Uber Black or local equivalent
Costs $40-$120 per direction in most major cities. Good drivers, executive cars, no waiting visible at arrivals (you have to find them). Best value for most business travellers.
Public transport with a hotel pickup at a closer station
In some cities (Tokyo, London, Hong Kong, Singapore), the train into the city is faster than the road and the hotel can arrange a pickup at the closest station for a small charge. Often the most efficient option.
The right choice depends on the city, the time of day, and the importance of the day's first meeting. Pre-plan, do not improvise on arrival.

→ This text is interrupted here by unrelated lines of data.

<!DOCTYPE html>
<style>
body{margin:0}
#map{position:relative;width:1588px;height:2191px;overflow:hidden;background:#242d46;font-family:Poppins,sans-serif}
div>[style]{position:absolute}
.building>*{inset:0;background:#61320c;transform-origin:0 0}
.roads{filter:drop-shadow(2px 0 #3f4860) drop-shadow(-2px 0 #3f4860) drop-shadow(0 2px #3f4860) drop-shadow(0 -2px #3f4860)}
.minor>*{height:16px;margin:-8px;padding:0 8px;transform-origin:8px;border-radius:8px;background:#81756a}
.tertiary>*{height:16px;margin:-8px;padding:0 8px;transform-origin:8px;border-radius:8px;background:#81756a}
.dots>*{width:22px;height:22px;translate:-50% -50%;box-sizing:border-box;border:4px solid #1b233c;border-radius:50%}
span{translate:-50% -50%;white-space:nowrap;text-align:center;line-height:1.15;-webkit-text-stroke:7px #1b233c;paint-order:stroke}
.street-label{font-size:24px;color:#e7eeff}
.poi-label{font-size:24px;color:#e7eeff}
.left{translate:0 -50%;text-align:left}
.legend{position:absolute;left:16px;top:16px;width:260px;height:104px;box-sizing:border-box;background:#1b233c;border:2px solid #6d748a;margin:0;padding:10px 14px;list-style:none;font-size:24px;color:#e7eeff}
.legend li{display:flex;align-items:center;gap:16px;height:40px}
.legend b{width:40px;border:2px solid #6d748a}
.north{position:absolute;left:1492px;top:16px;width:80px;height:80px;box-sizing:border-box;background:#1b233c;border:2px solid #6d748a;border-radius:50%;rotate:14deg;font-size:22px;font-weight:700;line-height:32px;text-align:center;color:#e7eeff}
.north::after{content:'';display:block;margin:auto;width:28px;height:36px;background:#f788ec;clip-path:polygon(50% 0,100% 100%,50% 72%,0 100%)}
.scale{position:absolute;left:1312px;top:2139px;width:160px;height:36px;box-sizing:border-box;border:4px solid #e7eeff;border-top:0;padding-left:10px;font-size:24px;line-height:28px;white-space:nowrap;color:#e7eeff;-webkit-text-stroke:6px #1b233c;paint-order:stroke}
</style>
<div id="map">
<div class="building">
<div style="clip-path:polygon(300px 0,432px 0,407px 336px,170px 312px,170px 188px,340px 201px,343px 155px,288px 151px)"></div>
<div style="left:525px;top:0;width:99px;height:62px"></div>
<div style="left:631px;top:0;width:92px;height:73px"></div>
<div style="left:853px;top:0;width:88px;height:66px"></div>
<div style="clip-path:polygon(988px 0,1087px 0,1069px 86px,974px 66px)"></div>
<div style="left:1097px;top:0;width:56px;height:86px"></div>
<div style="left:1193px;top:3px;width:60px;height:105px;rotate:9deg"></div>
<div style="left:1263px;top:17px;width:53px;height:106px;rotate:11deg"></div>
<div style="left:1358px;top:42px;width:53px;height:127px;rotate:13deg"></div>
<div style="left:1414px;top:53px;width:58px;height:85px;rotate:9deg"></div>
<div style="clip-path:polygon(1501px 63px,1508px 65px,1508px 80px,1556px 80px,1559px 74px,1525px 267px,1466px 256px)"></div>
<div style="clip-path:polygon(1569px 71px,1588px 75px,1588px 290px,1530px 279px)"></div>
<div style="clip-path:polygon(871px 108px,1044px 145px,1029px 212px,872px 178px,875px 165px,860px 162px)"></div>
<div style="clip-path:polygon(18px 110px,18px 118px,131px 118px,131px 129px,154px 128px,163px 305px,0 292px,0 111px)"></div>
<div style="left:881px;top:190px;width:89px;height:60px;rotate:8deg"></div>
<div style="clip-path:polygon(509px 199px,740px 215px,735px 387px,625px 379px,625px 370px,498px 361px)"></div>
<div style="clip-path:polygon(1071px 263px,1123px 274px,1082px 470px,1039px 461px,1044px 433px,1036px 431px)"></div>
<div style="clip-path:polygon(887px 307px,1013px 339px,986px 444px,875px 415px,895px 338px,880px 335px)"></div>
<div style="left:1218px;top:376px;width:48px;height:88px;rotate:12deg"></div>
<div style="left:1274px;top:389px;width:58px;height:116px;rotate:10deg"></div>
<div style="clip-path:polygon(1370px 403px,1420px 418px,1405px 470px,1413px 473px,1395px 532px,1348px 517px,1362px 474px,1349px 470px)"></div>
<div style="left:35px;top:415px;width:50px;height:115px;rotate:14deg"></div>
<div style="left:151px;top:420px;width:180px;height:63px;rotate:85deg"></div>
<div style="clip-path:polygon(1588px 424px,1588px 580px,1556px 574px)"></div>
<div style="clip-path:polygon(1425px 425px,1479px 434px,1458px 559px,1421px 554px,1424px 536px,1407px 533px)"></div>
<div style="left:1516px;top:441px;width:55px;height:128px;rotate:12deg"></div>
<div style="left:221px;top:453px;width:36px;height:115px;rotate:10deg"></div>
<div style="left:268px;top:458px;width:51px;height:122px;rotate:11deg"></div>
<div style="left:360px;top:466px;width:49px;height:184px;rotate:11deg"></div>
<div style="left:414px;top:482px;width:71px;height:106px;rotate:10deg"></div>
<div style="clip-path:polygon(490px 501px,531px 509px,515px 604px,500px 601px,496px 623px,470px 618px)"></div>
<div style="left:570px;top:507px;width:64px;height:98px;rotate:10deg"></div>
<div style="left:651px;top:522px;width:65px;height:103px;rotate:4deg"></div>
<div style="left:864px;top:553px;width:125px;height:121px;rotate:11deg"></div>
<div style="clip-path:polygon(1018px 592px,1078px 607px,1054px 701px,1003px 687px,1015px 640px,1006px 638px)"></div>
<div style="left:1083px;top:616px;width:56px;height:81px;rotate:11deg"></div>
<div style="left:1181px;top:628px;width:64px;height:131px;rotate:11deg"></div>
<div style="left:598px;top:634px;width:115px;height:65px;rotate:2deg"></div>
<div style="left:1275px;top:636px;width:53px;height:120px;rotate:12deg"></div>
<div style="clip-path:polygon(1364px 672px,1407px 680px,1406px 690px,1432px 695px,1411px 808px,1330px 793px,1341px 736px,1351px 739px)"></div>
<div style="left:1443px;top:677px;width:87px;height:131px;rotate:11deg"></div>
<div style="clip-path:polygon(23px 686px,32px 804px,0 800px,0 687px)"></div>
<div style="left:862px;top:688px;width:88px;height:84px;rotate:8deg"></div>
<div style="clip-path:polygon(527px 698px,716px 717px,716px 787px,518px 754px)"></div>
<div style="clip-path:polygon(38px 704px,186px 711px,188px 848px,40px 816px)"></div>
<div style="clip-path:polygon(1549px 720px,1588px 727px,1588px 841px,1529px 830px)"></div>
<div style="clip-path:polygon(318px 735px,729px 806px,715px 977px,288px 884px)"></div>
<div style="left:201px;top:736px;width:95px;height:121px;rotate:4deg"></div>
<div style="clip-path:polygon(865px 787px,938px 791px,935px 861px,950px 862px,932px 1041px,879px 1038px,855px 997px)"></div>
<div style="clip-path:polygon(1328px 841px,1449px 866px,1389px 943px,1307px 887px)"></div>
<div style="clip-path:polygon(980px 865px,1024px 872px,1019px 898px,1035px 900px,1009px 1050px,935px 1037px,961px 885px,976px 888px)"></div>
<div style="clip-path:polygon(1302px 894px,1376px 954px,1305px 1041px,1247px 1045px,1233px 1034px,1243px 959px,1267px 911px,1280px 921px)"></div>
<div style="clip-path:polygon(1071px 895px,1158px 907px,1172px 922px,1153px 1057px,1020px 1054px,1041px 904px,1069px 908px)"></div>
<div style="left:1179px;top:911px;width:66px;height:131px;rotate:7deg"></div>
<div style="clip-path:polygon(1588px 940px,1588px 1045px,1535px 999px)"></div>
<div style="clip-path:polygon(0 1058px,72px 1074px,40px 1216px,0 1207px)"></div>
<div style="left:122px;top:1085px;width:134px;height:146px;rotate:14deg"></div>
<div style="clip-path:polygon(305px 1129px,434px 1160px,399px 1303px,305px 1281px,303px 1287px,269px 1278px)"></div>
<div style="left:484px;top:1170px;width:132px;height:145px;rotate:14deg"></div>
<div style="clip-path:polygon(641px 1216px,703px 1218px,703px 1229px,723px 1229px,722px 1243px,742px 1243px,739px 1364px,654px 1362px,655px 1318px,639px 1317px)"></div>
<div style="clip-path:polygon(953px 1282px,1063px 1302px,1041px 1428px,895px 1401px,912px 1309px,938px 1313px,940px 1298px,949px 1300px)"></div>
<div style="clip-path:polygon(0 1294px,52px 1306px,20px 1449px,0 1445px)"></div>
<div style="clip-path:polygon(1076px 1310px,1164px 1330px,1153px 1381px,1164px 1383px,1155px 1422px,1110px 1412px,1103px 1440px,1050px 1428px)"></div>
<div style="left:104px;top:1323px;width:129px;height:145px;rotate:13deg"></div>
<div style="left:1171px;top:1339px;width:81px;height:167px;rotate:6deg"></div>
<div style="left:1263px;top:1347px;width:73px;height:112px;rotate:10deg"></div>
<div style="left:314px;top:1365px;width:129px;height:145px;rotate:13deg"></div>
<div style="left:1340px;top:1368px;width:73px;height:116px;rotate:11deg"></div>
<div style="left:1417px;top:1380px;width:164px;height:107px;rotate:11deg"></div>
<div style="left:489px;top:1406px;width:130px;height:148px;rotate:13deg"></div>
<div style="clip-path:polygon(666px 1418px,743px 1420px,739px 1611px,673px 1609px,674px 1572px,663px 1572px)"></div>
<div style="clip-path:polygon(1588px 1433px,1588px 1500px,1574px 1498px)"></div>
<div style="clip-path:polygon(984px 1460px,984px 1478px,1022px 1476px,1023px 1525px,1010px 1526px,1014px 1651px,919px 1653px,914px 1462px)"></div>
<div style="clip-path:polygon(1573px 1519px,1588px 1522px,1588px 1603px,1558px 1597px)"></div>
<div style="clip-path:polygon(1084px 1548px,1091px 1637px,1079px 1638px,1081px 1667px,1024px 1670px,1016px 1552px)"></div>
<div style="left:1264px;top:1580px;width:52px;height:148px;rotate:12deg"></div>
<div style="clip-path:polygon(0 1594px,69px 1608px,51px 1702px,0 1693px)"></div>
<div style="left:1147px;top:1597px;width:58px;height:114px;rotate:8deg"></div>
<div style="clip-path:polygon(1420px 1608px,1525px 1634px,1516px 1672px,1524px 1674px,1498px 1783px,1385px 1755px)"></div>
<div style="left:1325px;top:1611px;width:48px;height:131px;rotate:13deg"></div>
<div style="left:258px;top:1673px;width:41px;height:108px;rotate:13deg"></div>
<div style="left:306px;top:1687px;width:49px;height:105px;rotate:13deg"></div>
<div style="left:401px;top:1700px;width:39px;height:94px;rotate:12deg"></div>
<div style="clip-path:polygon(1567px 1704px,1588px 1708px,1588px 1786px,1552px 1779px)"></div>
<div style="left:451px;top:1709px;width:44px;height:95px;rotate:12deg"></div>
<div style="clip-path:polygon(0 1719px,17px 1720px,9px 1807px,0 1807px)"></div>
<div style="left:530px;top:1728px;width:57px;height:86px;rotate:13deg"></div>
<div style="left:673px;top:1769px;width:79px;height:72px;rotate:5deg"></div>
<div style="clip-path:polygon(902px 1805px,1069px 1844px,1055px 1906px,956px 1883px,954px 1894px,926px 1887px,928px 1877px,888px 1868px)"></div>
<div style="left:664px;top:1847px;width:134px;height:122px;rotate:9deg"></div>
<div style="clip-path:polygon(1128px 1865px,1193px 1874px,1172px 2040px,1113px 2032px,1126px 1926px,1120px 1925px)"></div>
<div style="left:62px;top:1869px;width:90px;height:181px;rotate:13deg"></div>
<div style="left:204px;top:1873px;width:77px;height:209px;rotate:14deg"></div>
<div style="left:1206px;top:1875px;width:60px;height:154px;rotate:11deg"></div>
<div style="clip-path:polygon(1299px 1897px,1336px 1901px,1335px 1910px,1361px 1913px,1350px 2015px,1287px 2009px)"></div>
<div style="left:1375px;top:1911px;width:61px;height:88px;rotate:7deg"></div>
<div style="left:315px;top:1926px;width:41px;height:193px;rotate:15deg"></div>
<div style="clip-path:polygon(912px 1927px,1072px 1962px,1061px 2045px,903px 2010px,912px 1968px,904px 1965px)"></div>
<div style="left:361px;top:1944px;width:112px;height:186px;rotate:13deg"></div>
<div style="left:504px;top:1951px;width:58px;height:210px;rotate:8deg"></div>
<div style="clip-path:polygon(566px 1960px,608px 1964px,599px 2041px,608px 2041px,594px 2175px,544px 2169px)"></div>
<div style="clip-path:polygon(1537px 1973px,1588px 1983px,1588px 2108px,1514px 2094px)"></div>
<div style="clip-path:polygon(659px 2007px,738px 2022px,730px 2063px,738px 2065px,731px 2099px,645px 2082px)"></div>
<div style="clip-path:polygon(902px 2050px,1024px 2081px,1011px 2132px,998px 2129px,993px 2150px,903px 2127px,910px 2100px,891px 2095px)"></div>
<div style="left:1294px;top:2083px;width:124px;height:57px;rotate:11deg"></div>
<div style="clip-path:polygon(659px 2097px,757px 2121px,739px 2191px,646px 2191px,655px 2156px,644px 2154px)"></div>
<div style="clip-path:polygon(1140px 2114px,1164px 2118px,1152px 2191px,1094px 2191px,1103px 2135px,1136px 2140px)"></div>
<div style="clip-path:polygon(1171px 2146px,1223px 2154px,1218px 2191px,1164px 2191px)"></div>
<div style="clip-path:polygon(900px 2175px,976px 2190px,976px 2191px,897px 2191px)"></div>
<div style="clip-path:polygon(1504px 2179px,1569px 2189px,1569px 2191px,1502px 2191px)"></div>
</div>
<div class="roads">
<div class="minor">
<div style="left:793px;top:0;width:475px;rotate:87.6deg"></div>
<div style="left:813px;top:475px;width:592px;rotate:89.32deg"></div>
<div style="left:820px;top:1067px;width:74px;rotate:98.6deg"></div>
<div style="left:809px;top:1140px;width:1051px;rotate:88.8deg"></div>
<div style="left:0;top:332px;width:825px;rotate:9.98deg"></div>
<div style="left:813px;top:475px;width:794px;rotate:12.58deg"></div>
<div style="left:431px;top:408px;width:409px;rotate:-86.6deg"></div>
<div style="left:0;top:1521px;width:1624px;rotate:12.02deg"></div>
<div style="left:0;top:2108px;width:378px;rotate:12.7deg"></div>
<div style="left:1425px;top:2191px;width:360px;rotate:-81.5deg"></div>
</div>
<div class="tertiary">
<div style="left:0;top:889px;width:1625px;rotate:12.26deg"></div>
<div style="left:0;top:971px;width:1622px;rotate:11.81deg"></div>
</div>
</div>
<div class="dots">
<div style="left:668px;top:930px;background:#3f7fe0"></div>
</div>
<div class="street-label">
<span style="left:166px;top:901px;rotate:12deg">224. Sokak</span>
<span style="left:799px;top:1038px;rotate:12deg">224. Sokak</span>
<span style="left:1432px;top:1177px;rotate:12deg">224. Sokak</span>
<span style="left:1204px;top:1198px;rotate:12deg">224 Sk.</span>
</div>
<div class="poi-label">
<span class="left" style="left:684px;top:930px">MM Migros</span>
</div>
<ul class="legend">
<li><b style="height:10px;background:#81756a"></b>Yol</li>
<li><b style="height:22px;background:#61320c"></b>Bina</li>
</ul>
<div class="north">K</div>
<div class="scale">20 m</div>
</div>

Five business hotels we book repeatedly
The five business hotels we have booked most often for clients and partners over the past year:
- Aman Tokyo — for Tokyo board meetings
- Mandarin Oriental Hong Kong — for cross-border Asian deals
- Four Seasons George V Paris — for European M&A
- The Connaught (London) — for European corporate
- Four Seasons New York Downtown — for US finance
Each one has handled hundreds of executive trips. Each has front desk staff who recognise repeat travellers. Each is worth the rate.
The five we book most
The five hotels we book more than any others for senior executive travel:
- Aman Tokyo (Tokyo) — for any Asia meeting that allows it
- Four Seasons George V (Paris) — for European deal closing
- Mandarin Oriental Hong Kong (Hong Kong) — for cross-border Asia work
- Four Seasons New York Downtown (New York) — for finance and tech
- The Connaught (London) — for European corporate
Each has a track record stretching back decades. Each has front desk staff who remember executive travellers from one trip to the next. Each is worth the rate.
For more, browse our full business hotel directory, or read the hotel tipping guide before your next trip — knowing how much to tip the concierge is the difference between a good stay and a remembered one.